You can get the gist of the book from the Publisher's Description here on Goodreads. Sounds like a straight-to-DVD Rom Com, doesn't it?
Greg, simply put, is a chauvinist. Mystery novels are “real ‘guy's' books” and no guy should come anywhere near a romance novel. He's doing well enough writing full-time under a nom de plume to afford a nice house for himself and his uncle, which can't be easy. Yet, somehow, someone who thinks, “I mean what the hell does a guy know about romance? Beer, sports, guns. That's guy stuff. Romance; female stuff.” Can write well enough for a female audience to support himself, despite a lousy work ethic. I guess it's the Melvin Udall-phenomenon. He's really pathetic, professionally and personally – if not for his uncle, it'd be easy to see him holed-up in his house forever.
Uncle George is a fire-cracker of a guy, pushing Greg into the world by any means necessary.
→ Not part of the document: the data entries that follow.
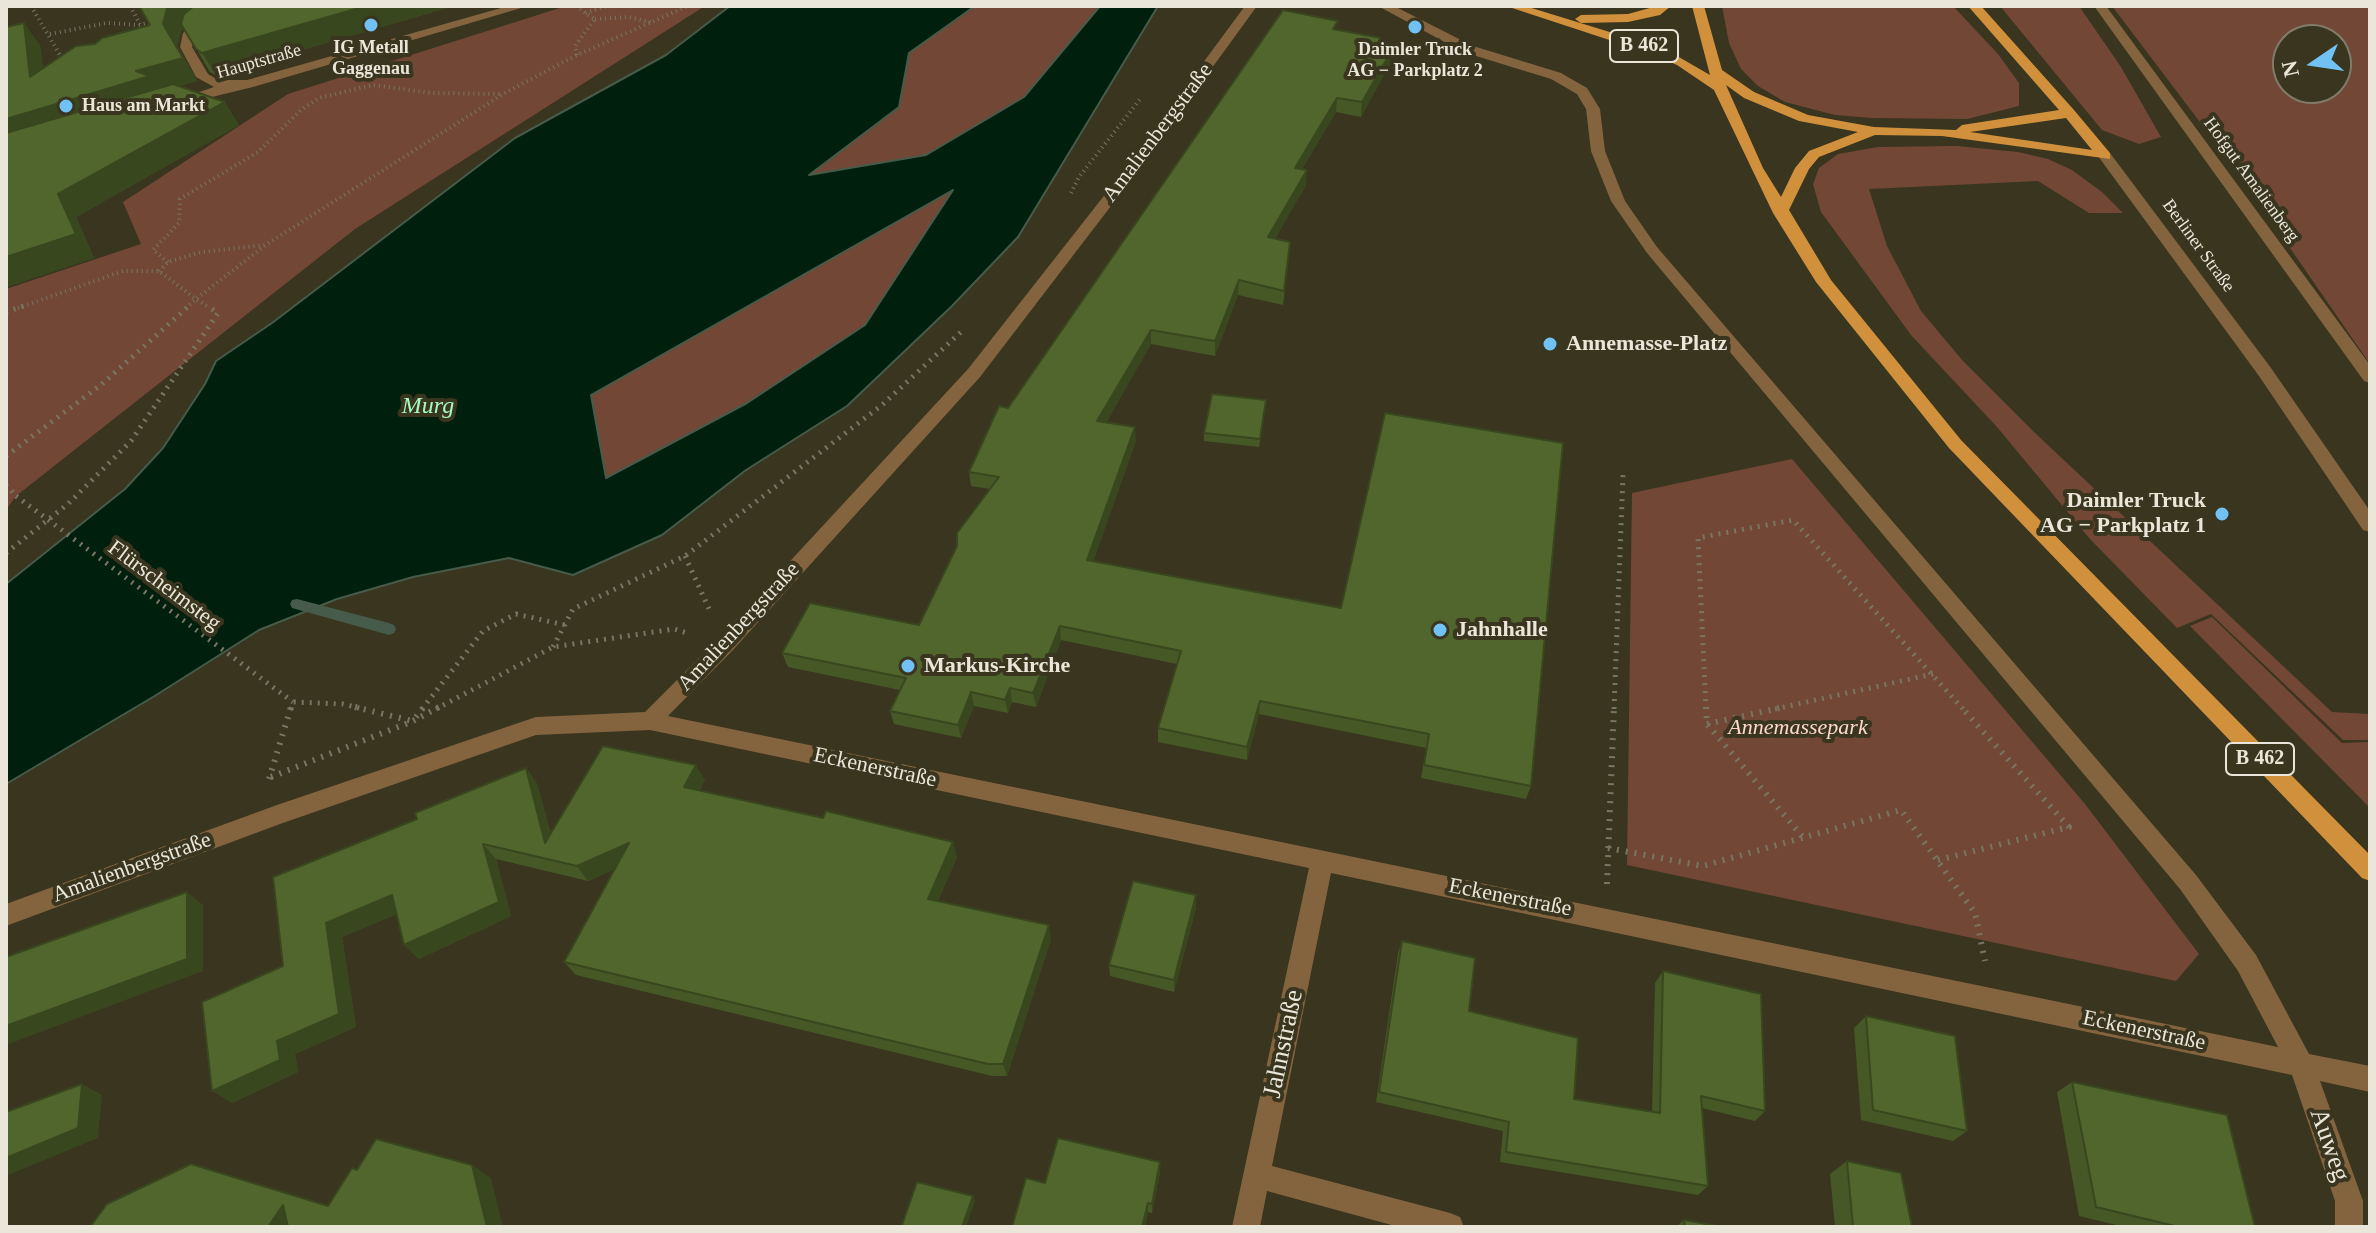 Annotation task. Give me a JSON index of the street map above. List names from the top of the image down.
{
  "streets": {
    "main road": ["B 462", "Berliner Straße"],
    "street": [
      "Hauptstraße",
      "Amalienbergstraße",
      "Hofgut Amalienberg",
      "Eckenerstraße",
      "Jahnstraße",
      "Auweg"
    ],
    "path": ["Flürscheimsteg"]
  },
  "crossings": [
    ["Amalienbergstraße", "Eckenerstraße"],
    ["Eckenerstraße", "Jahnstraße"],
    ["Eckenerstraße", "Auweg"]
  ],
  "water": ["Murg"],
  "parks": ["Annemassepark"],
  "places": [
    "IG Metall Gaggenau",
    "Daimler Truck AG − Parkplatz 2",
    "Haus am Markt",
    "Annemasse-Platz",
    "Daimler Truck AG − Parkplatz 1",
    "Jahnhalle",
    "Markus-Kirche"
  ],
  "north": "left"
}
Beyond his healthy nest-egg, poker buddies and bookie, he has a pretty full life on his own – think Stephanie Plum's Grandma Mazur, but more together and grounded.
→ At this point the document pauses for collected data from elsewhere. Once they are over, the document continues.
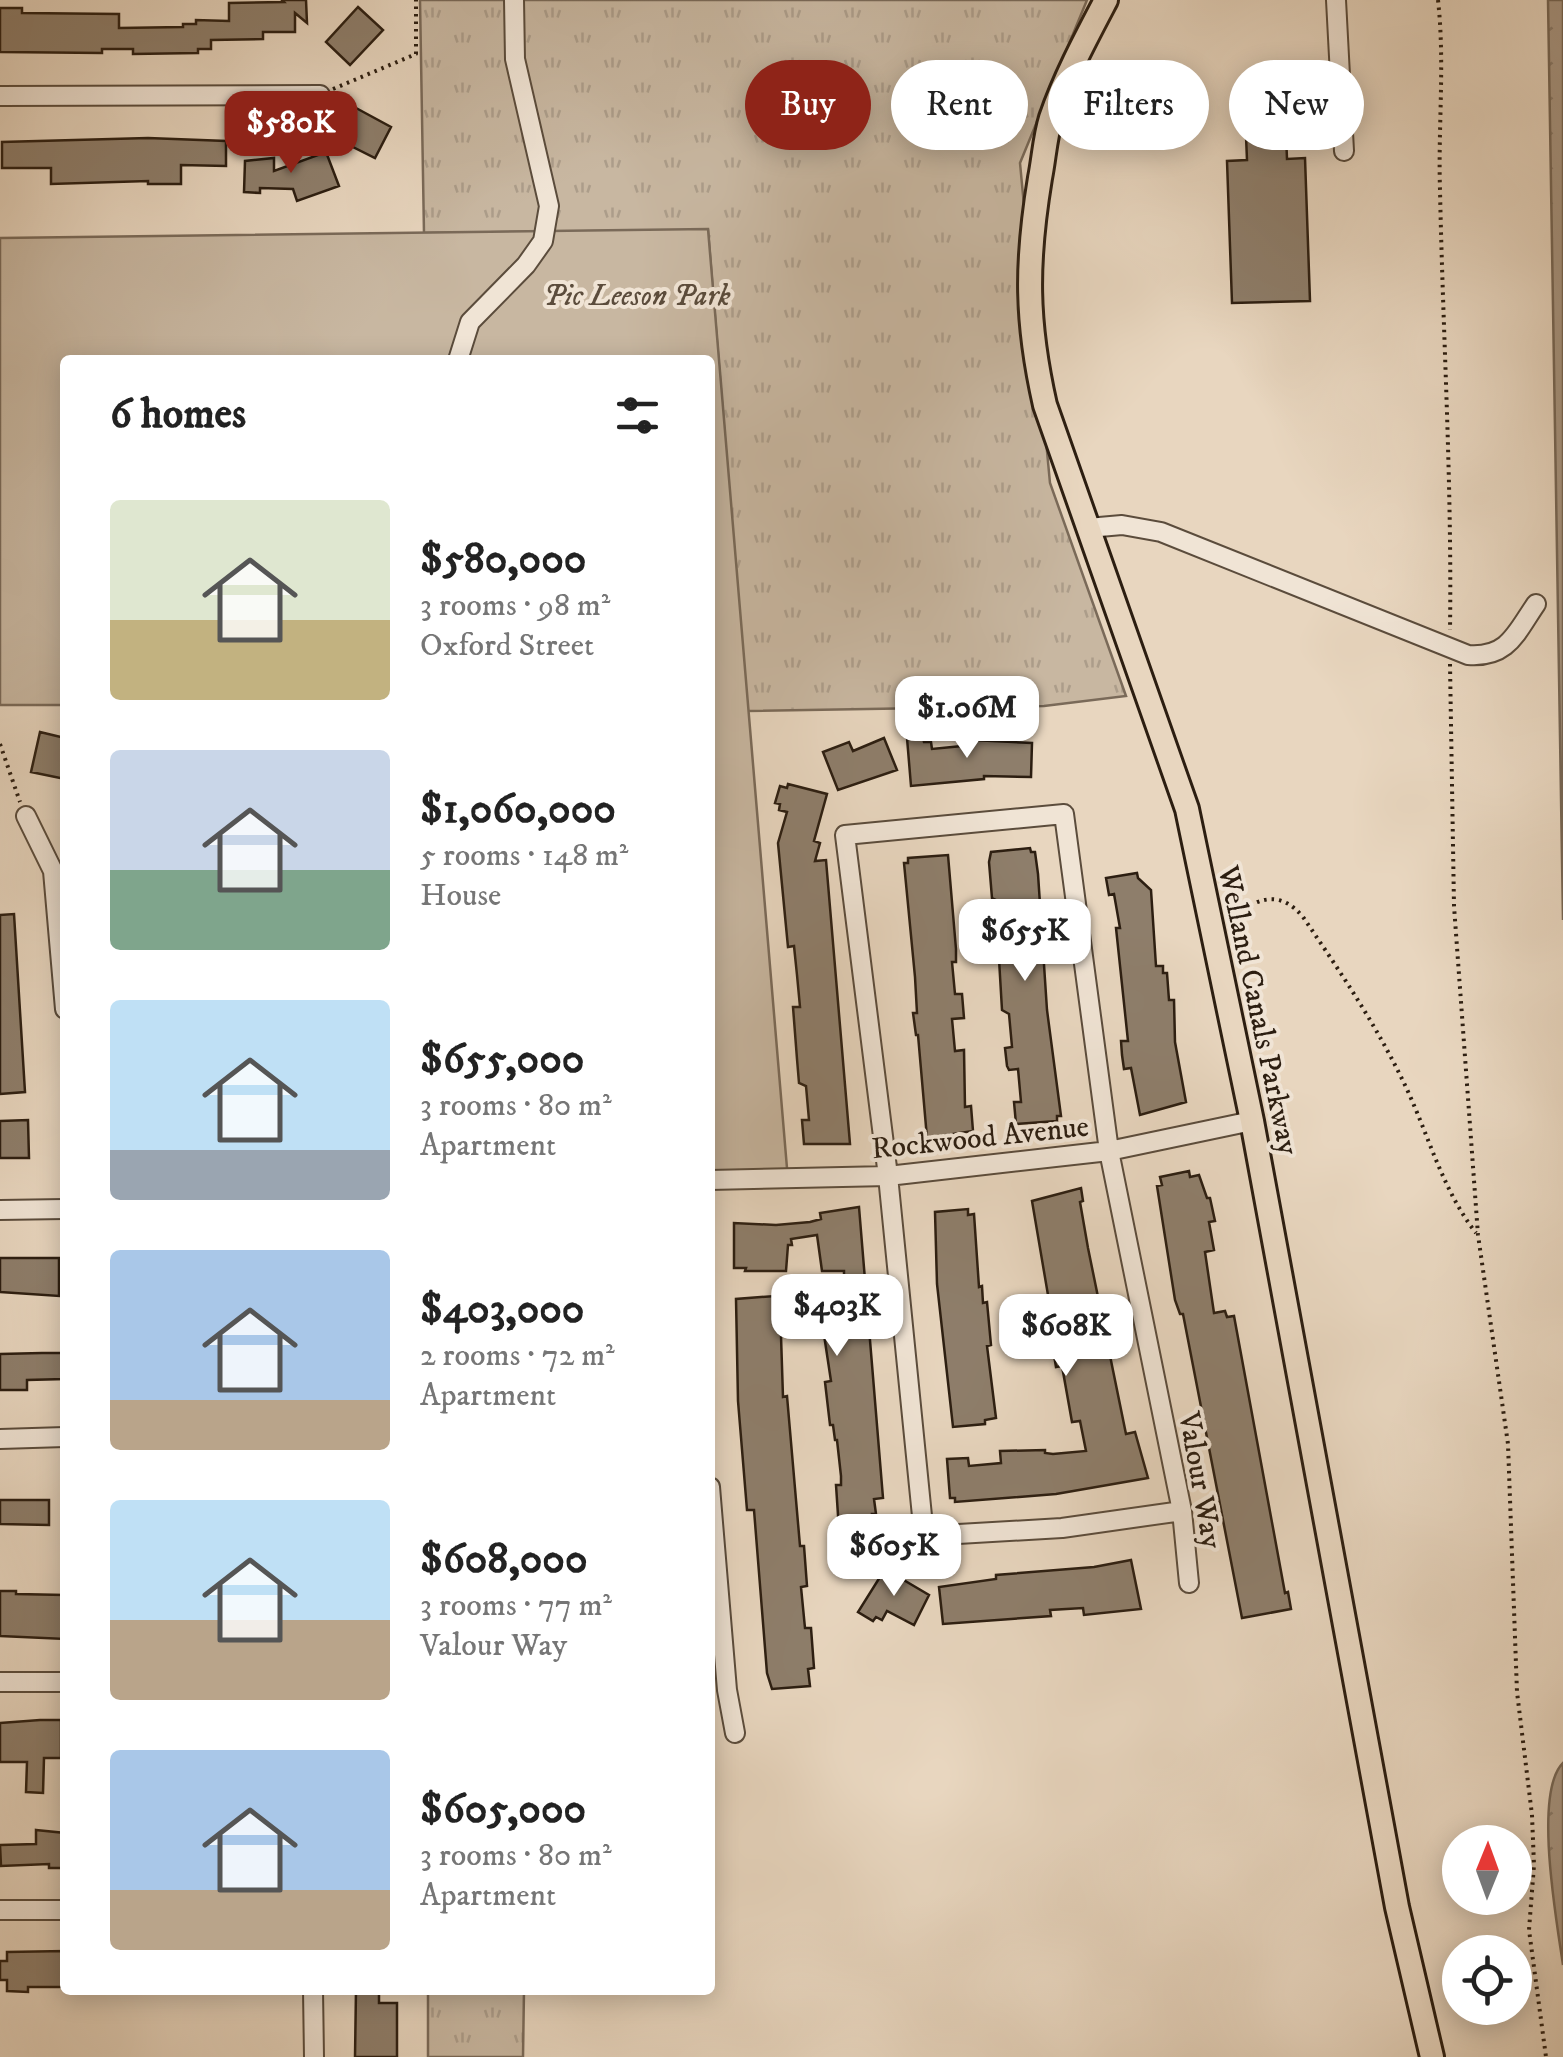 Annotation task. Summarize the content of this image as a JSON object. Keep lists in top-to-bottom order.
{
  "streets": {
    "main road": ["Welland Canals Parkway"],
    "street": ["Rockwood Avenue", "Valour Way"]
  },
  "crossings": [
    ["Welland Canals Parkway", "Rockwood Avenue"],
    ["Rockwood Avenue", "Valour Way"]
  ],
  "parks": ["Pic Leeson Park"],
  "north": "top",
  "page": {
    "chip": [
      "Buy",
      "Rent",
      "Filters",
      "New"
    ],
    "price": [
      "$580K",
      "$1.06M",
      "$655K",
      "$403K",
      "$608K",
      "$605K"
    ],
    "heading": "6 homes",
    "list": [
      {
        "name": "$580,000",
        "note": "3 rooms · 98 m² · Oxford Street"
      },
      {
        "name": "$1,060,000",
        "note": "5 rooms · 148 m² · House"
      },
      {
        "name": "$655,000",
        "note": "3 rooms · 80 m² · Apartment"
      },
      {
        "name": "$403,000",
        "note": "2 rooms · 72 m² · Apartment"
      },
      {
        "name": "$608,000",
        "note": "3 rooms · 77 m² · Valour Way"
      },
      {
        "name": "$605,000",
        "note": "3 rooms · 80 m² · Apartment"
      }
    ]
  }
}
Hattie? Hattie's a fantasy come to life – a knockout who can drive, shoot, take down bad guys with a couple of martial arts and cook. Did I mention she was hot?
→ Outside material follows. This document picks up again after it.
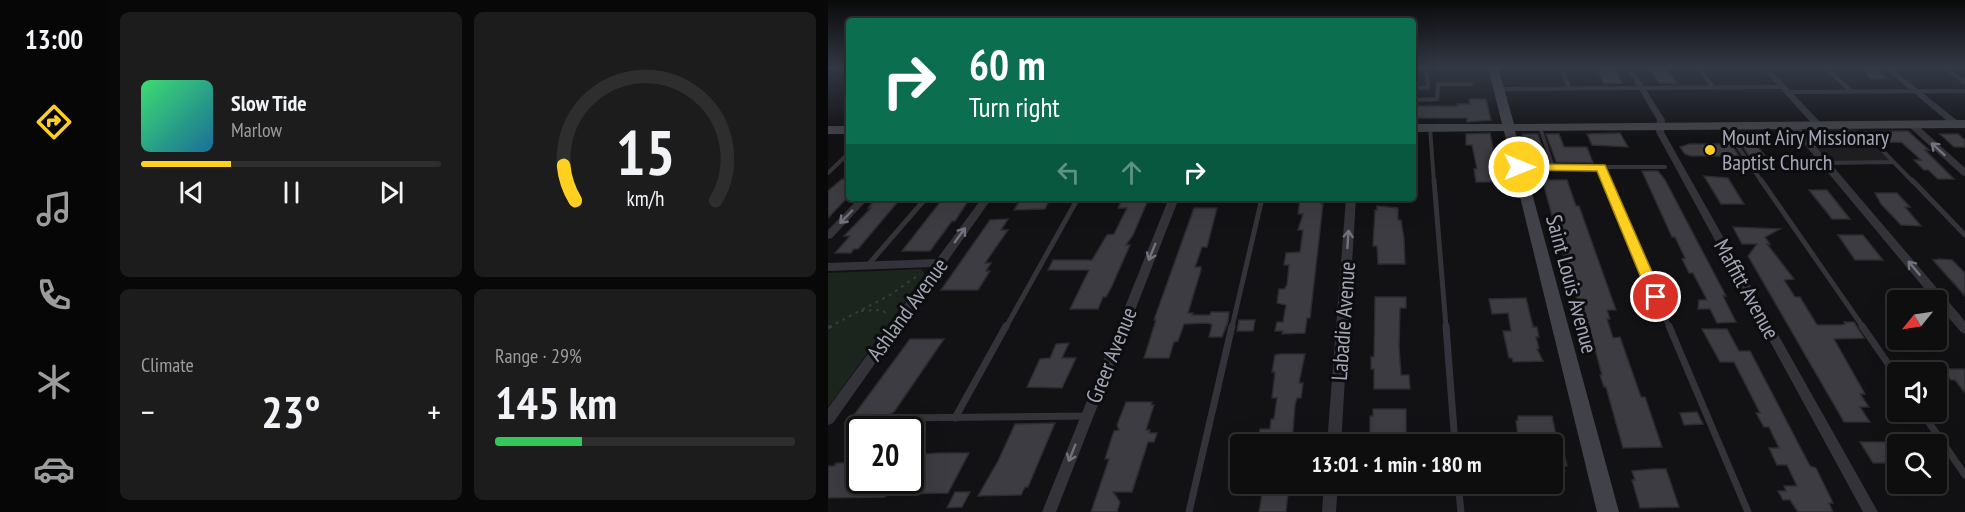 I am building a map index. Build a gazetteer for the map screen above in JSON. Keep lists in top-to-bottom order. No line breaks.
{"streets":{"street":["Saint Louis Avenue","Maffitt Avenue","Ashland Avenue","Labadie Avenue","Greer Avenue"]},"one_way":["Labadie Avenue","Greer Avenue"],"places":["Mount Airy Missionary Baptist Church"],"north":"bottom left","page":{"tabs":"13:00","turn":["60 m","Turn right"],"song":["Slow Tide","Marlow"],"tile":["Climate",["Range · 29%","145 km"]],"heat":["−","23°","+"],"limit":"20","trip":"13:01 · 1 min · 180 m","gauge":["15","km/h"]}}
And these are the well-drawn characters. The murder suspects are stock characters, as are the mobsters that Greg runs into. The police detectives are worse.
I really don't want this to turn in to a litany of complaints, because I've really covered the major ones already, but I do have a few more, that I'll just list without too much expansion:
* The samples of Greg's writing are, like almost every fictional example of someone's fiction, are over-written. More adjectives and adverbs than any published author would use, lousy dialogue, unnatural vocabulary choices. This tendency occasionally spills over into the narrative, too.
* Gehrke seems incapable of writing out the words “Lieutenant” and “Sergeant.” Sorry, man, but only using abbreviations? That's just lazy.
* Along the same line – this thing is just riddled with typos. Most are forgivable/easy to ignore. But there are some that are just nasty. If Gehrke got “losing”/”lose” right once, it slipped by me. Sure, it seems minor – but if you have to re-read the sentence because the wrong word (i.e., “loosing”/”loose”) was used, it takes you out of the moment.
* Greg, George and Hattie spend so, so, so much time bantering about their choice of words in conversation it gets annoying. If he used that joke maybe one-third (or less) as often as he did, it could be amusing. But he just goes to that well too often, and it's off-putting.
The murder mystery itself was well done. The steps that Greg and the rest went through to solve it were pretty rambling and chaotic – but they were supposed to be. The tone was generally right – except when he wrote the same joke 15 times.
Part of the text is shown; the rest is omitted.